Minzer v. Daniels

28 A.D.3d 559, 812 N.Y.S.2d 656

This text of 28 A.D.3d 559 (Minzer v. Daniels) is published on Counsel Stack Legal Research, covering Appellate Division of the Supreme Court of the State of New York primary law. Counsel Stack provides free access to over 12 million legal documents including statutes, case law, regulations, and constitutions.

Bluebook
Minzer v. Daniels, 28 A.D.3d 559, 812 N.Y.S.2d 656 (N.Y. Ct. App. 2006).

Opinion

Proceeding pursuant to CPLR article 78 to review a determination of the Secretary of State of the State of New York, dated December 27, 2004, which affirmed a decision of an Administrative Law Judge, made after a hearing, denying the petitioner’s application for a private investigator’s license.

Adjudged that the determination is confirmed, the petition is denied, and the proceeding is dismissed, with costs.

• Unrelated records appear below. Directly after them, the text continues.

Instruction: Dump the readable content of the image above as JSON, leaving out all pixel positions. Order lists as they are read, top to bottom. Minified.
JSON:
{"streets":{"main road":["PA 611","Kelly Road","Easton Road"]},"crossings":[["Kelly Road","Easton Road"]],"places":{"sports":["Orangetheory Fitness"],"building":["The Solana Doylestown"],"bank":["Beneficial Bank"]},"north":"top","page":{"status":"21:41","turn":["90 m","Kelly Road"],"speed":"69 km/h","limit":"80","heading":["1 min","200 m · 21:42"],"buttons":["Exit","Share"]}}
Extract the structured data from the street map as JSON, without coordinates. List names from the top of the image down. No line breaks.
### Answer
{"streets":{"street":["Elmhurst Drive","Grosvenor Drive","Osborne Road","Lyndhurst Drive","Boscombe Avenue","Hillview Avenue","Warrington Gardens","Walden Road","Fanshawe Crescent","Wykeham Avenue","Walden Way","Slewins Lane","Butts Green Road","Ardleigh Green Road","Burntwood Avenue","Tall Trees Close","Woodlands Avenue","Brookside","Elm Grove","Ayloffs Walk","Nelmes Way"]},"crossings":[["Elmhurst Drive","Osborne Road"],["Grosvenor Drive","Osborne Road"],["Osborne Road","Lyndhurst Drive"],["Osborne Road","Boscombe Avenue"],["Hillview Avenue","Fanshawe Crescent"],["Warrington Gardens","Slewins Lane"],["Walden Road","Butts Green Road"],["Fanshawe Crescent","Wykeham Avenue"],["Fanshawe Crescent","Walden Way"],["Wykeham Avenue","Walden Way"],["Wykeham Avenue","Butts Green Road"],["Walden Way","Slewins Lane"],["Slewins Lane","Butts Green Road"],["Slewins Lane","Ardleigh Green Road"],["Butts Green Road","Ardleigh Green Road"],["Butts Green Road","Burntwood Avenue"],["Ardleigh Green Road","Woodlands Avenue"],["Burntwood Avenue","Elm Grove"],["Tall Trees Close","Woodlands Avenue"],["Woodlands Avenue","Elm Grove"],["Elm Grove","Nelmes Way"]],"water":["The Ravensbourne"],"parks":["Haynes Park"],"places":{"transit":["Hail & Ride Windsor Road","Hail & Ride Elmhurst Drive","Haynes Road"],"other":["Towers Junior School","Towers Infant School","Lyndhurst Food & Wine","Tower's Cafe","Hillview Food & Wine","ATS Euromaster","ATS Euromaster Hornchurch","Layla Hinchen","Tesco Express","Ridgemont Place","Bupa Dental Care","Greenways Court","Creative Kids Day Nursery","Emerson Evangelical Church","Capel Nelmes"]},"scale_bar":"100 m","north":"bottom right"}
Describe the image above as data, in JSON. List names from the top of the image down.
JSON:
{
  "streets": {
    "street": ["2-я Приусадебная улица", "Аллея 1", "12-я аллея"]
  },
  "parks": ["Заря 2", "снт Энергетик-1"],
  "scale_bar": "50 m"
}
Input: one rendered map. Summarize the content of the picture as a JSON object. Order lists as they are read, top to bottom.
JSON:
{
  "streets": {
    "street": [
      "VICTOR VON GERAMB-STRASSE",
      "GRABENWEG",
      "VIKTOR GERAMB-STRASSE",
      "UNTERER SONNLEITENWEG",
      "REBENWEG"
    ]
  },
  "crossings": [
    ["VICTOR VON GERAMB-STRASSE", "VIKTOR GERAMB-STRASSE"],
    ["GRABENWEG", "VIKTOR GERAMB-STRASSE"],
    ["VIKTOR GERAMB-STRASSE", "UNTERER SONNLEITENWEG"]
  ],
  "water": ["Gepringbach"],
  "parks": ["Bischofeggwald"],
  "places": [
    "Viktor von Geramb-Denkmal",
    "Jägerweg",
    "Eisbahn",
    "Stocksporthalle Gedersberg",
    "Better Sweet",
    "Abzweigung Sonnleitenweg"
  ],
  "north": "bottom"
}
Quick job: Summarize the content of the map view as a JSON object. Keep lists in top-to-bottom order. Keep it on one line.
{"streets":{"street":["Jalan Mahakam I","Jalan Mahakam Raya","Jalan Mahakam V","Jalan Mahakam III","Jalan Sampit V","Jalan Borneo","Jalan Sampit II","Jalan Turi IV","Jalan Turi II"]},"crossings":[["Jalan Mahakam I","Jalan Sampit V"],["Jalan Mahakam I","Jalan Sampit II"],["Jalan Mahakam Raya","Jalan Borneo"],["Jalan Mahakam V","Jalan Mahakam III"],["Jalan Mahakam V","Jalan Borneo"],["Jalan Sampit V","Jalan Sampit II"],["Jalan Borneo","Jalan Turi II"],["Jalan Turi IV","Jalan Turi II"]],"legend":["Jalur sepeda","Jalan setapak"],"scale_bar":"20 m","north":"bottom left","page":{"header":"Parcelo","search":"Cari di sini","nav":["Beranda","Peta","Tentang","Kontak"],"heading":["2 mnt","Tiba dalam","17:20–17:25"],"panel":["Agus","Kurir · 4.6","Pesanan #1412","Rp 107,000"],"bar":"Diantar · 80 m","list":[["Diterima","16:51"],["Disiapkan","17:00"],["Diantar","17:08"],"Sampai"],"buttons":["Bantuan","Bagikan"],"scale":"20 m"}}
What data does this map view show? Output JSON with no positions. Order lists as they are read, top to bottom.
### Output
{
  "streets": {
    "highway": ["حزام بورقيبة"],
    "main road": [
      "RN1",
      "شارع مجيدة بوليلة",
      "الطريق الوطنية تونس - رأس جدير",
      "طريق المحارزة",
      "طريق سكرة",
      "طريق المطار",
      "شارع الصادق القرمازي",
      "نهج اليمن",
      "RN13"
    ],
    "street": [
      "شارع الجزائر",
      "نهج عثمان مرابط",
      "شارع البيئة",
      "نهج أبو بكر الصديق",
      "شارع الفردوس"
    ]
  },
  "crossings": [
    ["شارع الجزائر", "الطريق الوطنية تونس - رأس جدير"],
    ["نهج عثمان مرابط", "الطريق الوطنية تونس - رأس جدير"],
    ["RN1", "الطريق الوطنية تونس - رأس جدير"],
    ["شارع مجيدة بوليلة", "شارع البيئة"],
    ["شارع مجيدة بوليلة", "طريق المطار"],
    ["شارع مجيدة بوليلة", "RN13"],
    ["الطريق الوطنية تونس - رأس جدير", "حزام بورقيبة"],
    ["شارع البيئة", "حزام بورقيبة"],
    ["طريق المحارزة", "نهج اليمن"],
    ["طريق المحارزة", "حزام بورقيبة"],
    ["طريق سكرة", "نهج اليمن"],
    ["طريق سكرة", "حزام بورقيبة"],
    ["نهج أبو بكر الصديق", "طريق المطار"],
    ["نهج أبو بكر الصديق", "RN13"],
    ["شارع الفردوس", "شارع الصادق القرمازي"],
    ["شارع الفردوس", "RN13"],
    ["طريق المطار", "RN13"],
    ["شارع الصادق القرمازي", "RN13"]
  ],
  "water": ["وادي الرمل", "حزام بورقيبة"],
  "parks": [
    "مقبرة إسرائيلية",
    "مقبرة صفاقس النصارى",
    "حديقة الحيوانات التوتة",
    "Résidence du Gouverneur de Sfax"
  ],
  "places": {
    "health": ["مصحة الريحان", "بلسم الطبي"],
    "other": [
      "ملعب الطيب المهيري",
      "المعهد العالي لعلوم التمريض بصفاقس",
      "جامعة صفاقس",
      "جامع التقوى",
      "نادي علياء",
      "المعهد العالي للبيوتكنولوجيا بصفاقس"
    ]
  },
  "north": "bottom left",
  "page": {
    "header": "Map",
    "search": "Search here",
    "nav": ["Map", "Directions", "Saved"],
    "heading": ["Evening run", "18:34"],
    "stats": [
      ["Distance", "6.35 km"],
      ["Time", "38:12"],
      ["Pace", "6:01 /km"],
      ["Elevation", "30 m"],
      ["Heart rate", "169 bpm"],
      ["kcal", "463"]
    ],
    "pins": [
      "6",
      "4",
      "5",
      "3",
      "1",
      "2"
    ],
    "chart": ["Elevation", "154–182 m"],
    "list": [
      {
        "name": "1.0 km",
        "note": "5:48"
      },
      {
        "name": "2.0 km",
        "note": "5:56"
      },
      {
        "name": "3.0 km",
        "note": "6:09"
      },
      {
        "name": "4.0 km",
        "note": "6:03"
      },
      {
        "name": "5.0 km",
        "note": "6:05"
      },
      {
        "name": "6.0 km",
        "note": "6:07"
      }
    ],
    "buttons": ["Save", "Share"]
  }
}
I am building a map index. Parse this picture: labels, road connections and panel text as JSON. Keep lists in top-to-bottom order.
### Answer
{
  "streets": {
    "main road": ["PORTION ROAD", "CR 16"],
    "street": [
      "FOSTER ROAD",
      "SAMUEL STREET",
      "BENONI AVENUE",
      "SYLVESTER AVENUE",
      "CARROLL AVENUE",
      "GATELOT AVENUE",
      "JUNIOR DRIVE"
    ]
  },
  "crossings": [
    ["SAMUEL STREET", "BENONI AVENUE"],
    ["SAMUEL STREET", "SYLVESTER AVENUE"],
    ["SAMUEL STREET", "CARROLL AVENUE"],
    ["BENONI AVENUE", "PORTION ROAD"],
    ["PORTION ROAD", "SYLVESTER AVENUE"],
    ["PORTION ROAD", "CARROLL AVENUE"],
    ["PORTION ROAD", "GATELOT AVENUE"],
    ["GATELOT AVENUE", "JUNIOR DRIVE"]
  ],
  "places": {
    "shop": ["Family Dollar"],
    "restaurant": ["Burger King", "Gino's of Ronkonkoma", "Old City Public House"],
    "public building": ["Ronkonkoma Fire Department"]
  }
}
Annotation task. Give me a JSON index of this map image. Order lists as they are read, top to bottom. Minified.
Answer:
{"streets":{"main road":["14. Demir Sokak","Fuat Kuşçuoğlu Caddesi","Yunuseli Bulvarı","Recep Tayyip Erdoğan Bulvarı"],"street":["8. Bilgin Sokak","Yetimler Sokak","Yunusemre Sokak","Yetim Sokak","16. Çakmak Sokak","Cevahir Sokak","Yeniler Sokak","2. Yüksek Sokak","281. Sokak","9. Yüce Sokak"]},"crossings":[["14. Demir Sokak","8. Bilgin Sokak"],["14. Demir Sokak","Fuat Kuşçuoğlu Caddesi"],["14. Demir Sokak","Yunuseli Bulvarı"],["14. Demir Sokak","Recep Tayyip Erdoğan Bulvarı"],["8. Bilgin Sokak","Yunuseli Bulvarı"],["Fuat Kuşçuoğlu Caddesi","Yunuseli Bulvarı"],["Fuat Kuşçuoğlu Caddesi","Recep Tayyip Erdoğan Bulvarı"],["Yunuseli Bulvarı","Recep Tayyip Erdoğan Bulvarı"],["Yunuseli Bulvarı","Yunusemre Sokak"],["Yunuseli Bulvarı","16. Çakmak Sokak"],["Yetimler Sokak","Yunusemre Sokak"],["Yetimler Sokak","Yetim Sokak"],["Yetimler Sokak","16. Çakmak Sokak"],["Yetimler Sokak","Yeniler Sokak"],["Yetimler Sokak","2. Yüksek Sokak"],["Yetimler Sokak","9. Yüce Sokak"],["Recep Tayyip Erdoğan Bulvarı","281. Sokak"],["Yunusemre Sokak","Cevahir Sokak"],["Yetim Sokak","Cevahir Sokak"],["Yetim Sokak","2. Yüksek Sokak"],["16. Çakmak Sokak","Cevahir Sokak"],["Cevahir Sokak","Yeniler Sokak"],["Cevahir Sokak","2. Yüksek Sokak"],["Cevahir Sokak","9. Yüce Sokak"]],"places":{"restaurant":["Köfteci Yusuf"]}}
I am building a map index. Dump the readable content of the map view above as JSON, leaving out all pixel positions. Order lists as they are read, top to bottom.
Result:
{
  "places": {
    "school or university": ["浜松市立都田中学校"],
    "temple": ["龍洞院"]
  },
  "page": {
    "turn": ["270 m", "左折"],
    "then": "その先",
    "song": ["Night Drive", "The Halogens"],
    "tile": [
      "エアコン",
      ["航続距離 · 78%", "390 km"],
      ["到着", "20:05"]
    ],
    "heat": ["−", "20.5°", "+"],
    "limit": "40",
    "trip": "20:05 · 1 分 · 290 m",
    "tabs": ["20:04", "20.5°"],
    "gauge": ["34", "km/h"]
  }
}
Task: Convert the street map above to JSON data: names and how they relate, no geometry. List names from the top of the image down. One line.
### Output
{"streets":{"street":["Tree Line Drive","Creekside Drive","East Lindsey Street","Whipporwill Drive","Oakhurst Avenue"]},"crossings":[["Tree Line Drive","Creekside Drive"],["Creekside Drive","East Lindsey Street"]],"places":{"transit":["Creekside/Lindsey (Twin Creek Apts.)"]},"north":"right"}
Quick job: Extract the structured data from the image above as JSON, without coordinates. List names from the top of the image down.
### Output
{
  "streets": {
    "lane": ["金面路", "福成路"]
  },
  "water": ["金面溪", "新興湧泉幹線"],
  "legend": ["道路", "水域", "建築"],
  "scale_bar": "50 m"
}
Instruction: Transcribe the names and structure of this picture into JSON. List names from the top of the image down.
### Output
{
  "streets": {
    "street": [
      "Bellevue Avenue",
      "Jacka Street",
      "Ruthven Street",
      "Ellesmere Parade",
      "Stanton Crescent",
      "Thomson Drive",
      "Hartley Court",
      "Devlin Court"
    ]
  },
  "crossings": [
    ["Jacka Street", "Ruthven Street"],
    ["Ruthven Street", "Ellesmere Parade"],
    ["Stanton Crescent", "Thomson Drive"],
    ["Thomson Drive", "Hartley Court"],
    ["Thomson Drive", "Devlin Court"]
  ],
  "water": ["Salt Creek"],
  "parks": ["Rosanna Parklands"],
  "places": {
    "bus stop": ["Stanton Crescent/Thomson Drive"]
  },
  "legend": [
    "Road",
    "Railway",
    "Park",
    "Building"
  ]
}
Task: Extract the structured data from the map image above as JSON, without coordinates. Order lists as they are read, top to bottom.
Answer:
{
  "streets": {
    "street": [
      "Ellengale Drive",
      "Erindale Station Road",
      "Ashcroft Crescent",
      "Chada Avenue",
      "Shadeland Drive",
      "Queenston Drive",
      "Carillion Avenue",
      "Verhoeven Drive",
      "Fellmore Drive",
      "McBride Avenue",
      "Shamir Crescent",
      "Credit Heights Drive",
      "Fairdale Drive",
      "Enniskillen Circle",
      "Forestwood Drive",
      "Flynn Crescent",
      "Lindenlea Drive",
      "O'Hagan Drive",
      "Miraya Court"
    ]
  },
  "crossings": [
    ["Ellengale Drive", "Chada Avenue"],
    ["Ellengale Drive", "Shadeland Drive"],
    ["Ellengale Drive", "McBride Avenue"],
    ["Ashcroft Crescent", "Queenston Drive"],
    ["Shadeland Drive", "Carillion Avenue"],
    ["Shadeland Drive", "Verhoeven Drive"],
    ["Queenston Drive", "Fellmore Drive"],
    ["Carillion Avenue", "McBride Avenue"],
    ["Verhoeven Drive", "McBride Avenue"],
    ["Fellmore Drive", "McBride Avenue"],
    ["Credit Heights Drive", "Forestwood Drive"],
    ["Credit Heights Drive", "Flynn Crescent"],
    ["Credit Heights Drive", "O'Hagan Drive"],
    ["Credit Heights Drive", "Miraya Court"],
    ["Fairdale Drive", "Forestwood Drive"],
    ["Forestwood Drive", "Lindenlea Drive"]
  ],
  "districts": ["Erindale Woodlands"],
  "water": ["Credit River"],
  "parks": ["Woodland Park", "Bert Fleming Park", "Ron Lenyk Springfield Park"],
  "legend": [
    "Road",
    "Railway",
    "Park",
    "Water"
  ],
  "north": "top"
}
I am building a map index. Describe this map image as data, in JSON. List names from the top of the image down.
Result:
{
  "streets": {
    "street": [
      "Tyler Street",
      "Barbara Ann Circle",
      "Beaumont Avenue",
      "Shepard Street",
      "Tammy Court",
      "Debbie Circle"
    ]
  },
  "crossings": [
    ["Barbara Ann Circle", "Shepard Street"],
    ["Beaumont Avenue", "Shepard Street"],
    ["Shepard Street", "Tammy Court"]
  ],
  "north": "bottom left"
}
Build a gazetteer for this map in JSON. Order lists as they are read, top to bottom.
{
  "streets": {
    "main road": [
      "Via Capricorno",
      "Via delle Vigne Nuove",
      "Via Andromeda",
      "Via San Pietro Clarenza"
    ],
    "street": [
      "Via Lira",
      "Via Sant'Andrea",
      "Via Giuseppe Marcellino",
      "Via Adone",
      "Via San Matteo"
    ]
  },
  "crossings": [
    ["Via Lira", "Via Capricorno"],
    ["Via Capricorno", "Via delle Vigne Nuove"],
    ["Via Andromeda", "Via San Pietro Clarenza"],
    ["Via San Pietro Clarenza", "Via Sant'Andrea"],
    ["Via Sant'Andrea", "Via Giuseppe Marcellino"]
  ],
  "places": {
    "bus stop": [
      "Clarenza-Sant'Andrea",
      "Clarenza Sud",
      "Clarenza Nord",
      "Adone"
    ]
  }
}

Judicial review of an administrative determination made after a hearing required by law is limited to whether that determination is supported by substantial evidence (see Matter of Jennings v New York State Off. of Mental Health, 90 NY2d 227, 239 [1997]). Substantial evidence has been defined as “such relevant proof as a reasonable mind may accept as adequate to support a conclusion or ultimate fact” (300 Gramatan Ave. Assoc. v State Div. of Human Rights, 45 NY2d 176, 180 [1978]). Moreover, “[t]he courts may not weigh the evidence or reject the choice made by [an administrative agency] where the evidence is conflicting and room for choice exists” (Matter of Stork [560]*560Rest, v Boland, 282 NY 256, 267 [1940]; see Matter of Superior Officers Assn, of Police Dept, of County of Nassau, Inc. v State of N.Y. Pub. Empl. Relations Bd., 23 AD3d 481 [2005], lv denied 6 NY3d 709 [2006]).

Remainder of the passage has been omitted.